Thursday, 17 October 2013

Credit where it's due



Earlier this week I popped along to see our local credit union to help them celebrate ‘International Credit Union Day’. I’ve had an account for a few years now and have just signed-up to their new online account, which for me is ideal. 
 
It was great to see the work the credit union is doing in Wolverhampton. The Chair of our Board, Sue Roberts MBE even opened her first account...I'm proud to say I signed up years ago!
Credit unions have been around for years and years – but it’s only in the last year or two where they’ve been widely talked about in the press.

Almost one million people in the UK are members of credit unions but if the concept is new to you – they’re basically a non-for-profit financial organisation, set-up to benefit the local community. There aren’t any shareholders to satisfy or make profits for, so any profit they do make goes back to its members.

If you want to know more about credit unions then take a look at Martin Lewis’s Money Saving Expert website. He’s the chap off the telly who always talks a lot sense to me!

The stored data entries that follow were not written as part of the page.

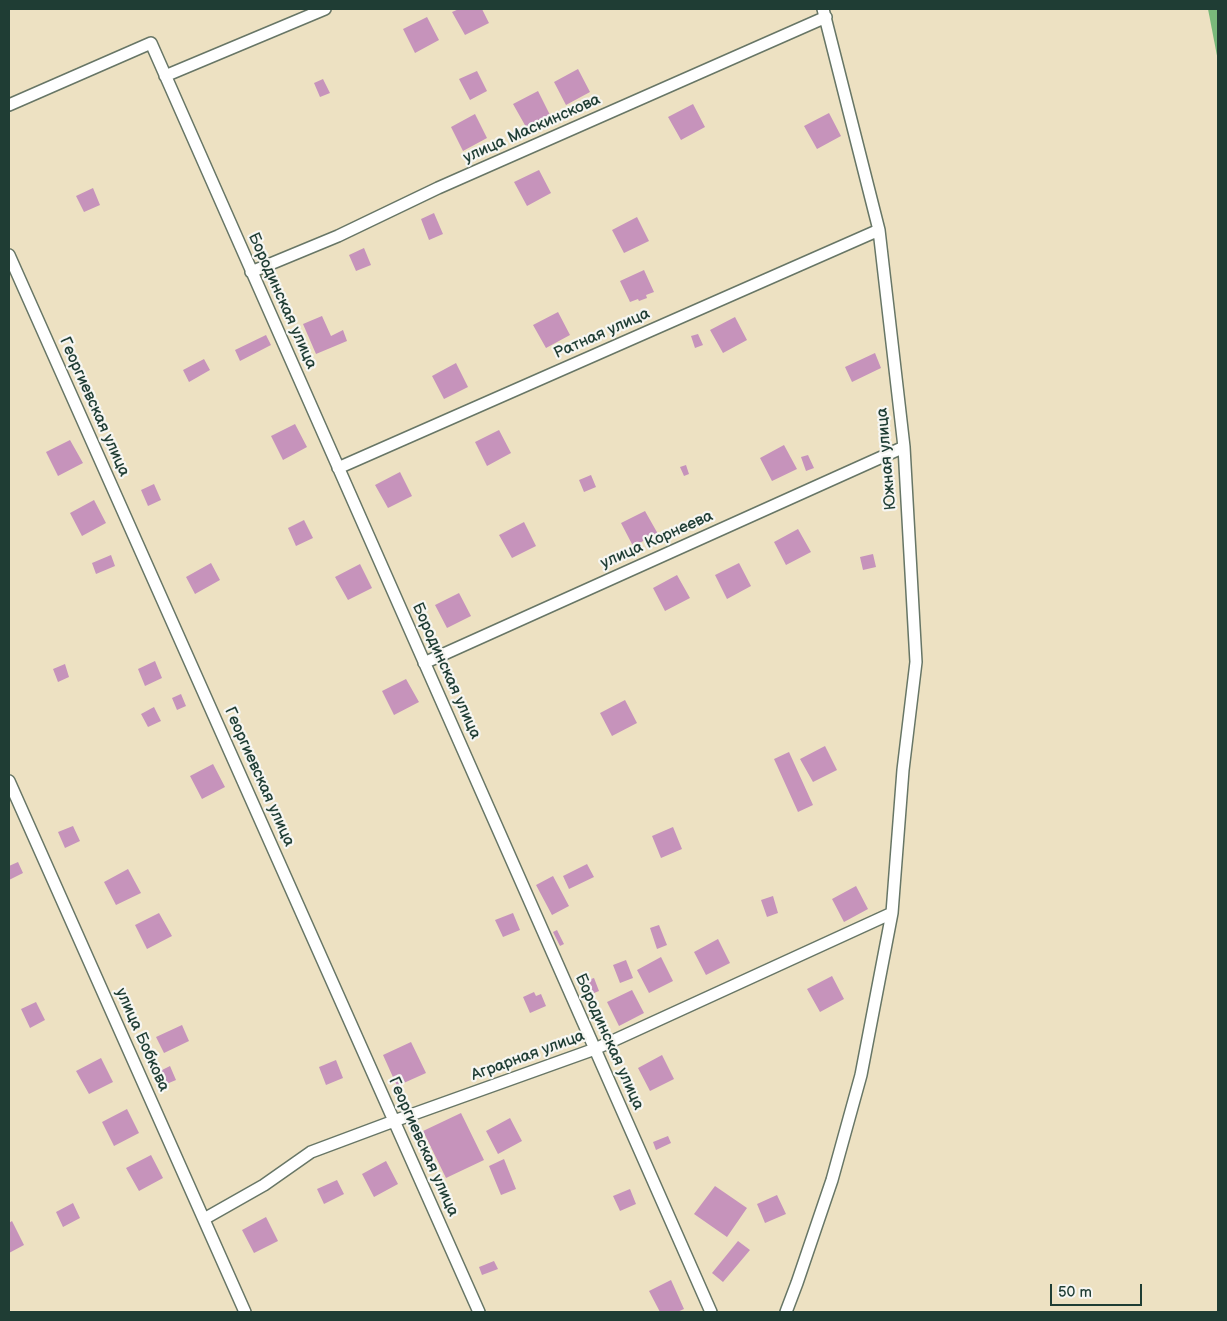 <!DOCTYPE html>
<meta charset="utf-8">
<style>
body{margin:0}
#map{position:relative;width:1227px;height:1321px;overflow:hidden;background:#ede1c2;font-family:"Balsamiq Sans",sans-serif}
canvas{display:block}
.frame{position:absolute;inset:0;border:10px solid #1f3d34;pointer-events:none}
.scale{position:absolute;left:1050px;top:1284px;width:92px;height:22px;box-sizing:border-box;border:2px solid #1f3d34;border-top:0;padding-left:6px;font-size:15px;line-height:18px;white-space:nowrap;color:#1f3d34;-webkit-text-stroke:4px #f6f6f2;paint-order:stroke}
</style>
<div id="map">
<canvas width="1227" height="1321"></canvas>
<div class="frame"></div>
<div class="scale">50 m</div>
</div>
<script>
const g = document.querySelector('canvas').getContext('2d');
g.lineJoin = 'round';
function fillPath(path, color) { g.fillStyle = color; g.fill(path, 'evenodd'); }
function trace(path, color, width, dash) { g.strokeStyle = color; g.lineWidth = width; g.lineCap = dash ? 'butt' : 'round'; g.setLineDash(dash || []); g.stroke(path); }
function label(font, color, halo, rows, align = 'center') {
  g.font = font + ' "Balsamiq Sans",sans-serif'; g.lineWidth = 4.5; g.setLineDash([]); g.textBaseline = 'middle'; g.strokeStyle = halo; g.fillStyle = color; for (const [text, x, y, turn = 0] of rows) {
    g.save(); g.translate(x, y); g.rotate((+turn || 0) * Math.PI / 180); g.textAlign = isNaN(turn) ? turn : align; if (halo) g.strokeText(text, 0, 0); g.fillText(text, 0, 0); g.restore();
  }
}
fillPath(new Path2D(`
 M1208,9H1218V61Z`), '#79b97b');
fillPath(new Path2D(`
 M459,9H482L489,23L465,35L452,12Z
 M427,17L439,40L415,53L403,29Z
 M578,69L590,92L566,105L554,82Z
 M477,71L487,91L470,100L459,79Z
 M323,79L330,93L320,97L314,83Z
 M538,91L550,115L526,127L513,104Z
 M693,104L705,127L681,140L668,117Z
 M829,113L841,136L817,149L804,126Z
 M475,114L487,138L463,151L451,127Z
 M539,170L551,193L527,206L514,182Z
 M93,188L100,205L84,212L76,196Z
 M434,213L443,234L429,240L421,219Z
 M637,217L649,241L624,253L612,230Z
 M364,248L371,265L356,271L349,255Z
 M644,270L654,292L646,295L647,298L639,301L638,299L630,302L620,281Z
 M558,312L570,335L546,348L533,325Z
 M322,316L331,336L343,330L347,341L316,354L303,324Z
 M735,317L747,340L723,353L710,330Z
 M698,334L703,345L695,348L691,336Z
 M266,335L271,345L240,361L235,350Z
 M875,353L881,368L852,382L845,367Z
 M204,359L210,370L189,382L183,370Z
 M456,363L468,387L444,399L432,376Z
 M295,424L307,447L283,460L271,436Z
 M499,430L511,453L487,466L475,442Z
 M70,440L83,463L58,476L46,452Z
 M784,445L797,469L772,481L760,458Z
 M808,455L814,468L806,471L801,457Z
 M686,465L689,474L684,476L680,467Z
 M400,472L412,496L388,508L375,485Z
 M591,475L596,487L584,492L579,480Z
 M154,484L161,500L148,506L141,490Z
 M94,500L106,523L82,536L70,513Z
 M645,511L658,534L633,546L621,523Z
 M304,520L313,538L296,546L288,528Z
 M524,522L536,546L512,558L499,535Z
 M798,529L811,552L786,565L774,542Z
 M873,554L876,567L863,570L860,557Z
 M111,555L115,566L96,574L92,563Z
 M211,563L220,580L195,594L186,577Z
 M739,563L751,586L727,599L715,575Z
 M360,564L372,588L348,600L335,577Z
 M677,575L690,598L665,611L653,588Z
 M459,593L471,616L447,628L435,605Z
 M155,661L162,678L145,686L138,669Z
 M65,664L69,677L58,682L53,669Z
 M406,679L419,702L394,715L382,691Z
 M181,694L186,706L177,710L172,698Z
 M625,700L637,723L612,736L600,713Z
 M154,707L161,721L148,727L141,714Z
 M825,746L837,770L813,782L800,759Z
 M789,752L813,805L798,812L774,759Z
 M213,764L225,787L202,799L190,776Z
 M73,826L80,841L65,848L58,832Z
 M673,827L682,849L661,858L652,836Z
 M18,862L23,873L9,880V866Z
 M587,864L594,877L569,889L563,876Z
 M128,869L141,893L116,905L104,882Z
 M553,876L569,906L552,915L536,885Z
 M856,886L868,909L844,922L832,899Z
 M773,896L778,913L767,917L761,900Z
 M159,913L172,936L147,949L135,925Z
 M513,913L520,930L503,937L495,920Z
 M659,925L667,945L657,949L650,928Z
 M557,930L564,944L560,946L553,932Z
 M718,939L730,963L706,975L694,952Z
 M661,957L673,981L649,993L637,970Z
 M626,960L633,978L620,983L613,965Z
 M832,976L844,999L820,1012L807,989Z
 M594,978L599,991L584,997L579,983Z
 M632,990L644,1013L619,1026L607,1002Z
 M534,992L536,996L541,994L546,1006L530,1013L523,997Z
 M36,1002L45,1020L30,1028L21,1009Z
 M182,1025L189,1041L164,1053L156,1037Z
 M411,1042L426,1073L397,1086L383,1055Z
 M662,1055L674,1079L650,1091L638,1068Z
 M101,1058L113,1082L89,1094L76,1071Z
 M336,1060L343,1078L326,1085L319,1067Z
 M170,1066L176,1080L164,1085L158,1072Z
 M127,1109L139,1133L114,1146L102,1122Z
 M461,1113L484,1160L446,1178L423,1131Z
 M510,1118L522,1141L498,1154L486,1131Z
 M668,1136L671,1143L656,1150L653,1142Z
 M151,1155L163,1178L139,1191L126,1168Z
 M504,1159L516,1189L501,1195L489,1166Z
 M386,1161L398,1184L374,1197L362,1174Z
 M337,1180L344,1194L324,1204L317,1189Z
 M715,1186L747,1208L727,1237L694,1214Z
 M630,1189L636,1204L620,1211L613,1196Z
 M777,1195L786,1214L765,1223L757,1204Z
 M73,1203L80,1218L63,1227L56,1212Z
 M266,1217L278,1241L254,1253L242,1230Z
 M12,1221L24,1245L9,1253V1223Z
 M738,1241L750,1250L723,1282L712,1273Z
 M494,1261L498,1269L482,1275L479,1267Z
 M671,1280L684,1309L677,1312H660L649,1291Z`), '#c693bb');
const street = new Path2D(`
 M165,76L325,9
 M9,105L151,43L711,1312
 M9,255L479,1312
 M251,272L338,236L438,188L826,17
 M338,468L879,230
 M424,663L904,447
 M9,781L245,1312
 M204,1219L264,1185L311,1152L394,1121L595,1049L892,913
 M786,1312L797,1283L832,1180L861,1075L892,913L903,770L916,662L904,447L879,230L823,9`);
trace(street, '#677666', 14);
trace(street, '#fff', 11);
label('16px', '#1f3d34', '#f6f6f2', [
 ["улица Маскинскова",532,129,-24],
 ["Бородинская улица",282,301,66],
 ["Ратная улица",602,334,-24],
 ["Георгиевская улица",94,407,66],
 ["Южная улица",887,459,-95],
 ["улица Корнеева",657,540,-24],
 ["Бородинская улица",446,671,66],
 ["Георгиевская улица",259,777,66],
 ["улица Бобкова",142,1040,66],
 ["Бородинская улица",609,1042,66],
 ["Аграрная улица",528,1056,-20],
 ["Георгиевская улица",423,1147,66]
]);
</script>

It’s got me thinking about the financial crisis over recent years and how we all, well, most people I think, simply started to live beyond our means. Credit was being thrown around like confetti and with technology moving on at such a pace, you can see why families wanted to have the latest gadgets and gizmos. 

It feels like credit unions are the one constant in the financial sector which have been saying for years ‘use us, we’re cheaper and safer’. It makes you wonder how much financial heartache could have been spared if the credit union voice had been heard sooner?

This of course comes just a week after figures released by the homeless charity Shelter’ suggest that 1 in 59 homes in Wolverhampton are under threat from repossession.

But years of bad lending, even from reputable financial organisations, as well as the alarming growth of loans sharks and pay-day loan companies means people are now struggling to make ends meet. And it’s not just people ‘feeling the pinch’, some people in our city are relying on the local food bank to get regular meals and some are at a real risk of losing their homes.
It feels like we all need to – dare I say it – get back to basics. As a society, we need to adopt the mentality of ‘I need a roof over my head, I’ll pay my rent/mortgage first and anything after that is a bonus’. But of course it’s not quite that easy.

We’ll continue to team up with the council and the CAB to help as much as we can. But perhaps our first step is making sure people know there’s an alternative to loans sharks and extortionate pay day loan; and it comes in the form of your local credit union.

At the Wolverhampton City Credit Union, more than 1,300 of our tenants have an account – as do more than 100 members of staff. It’s wonderful to see those numbers rising all the time. And with new ‘jam-jar’ budgeting accounts being launched soon, there’s never been a better time to be part of a credit union.

If you live or work in Wolverhampton then pop in and visit them – or check out their website. With Christmas fast approaching, it could be one of the more sound investments you make.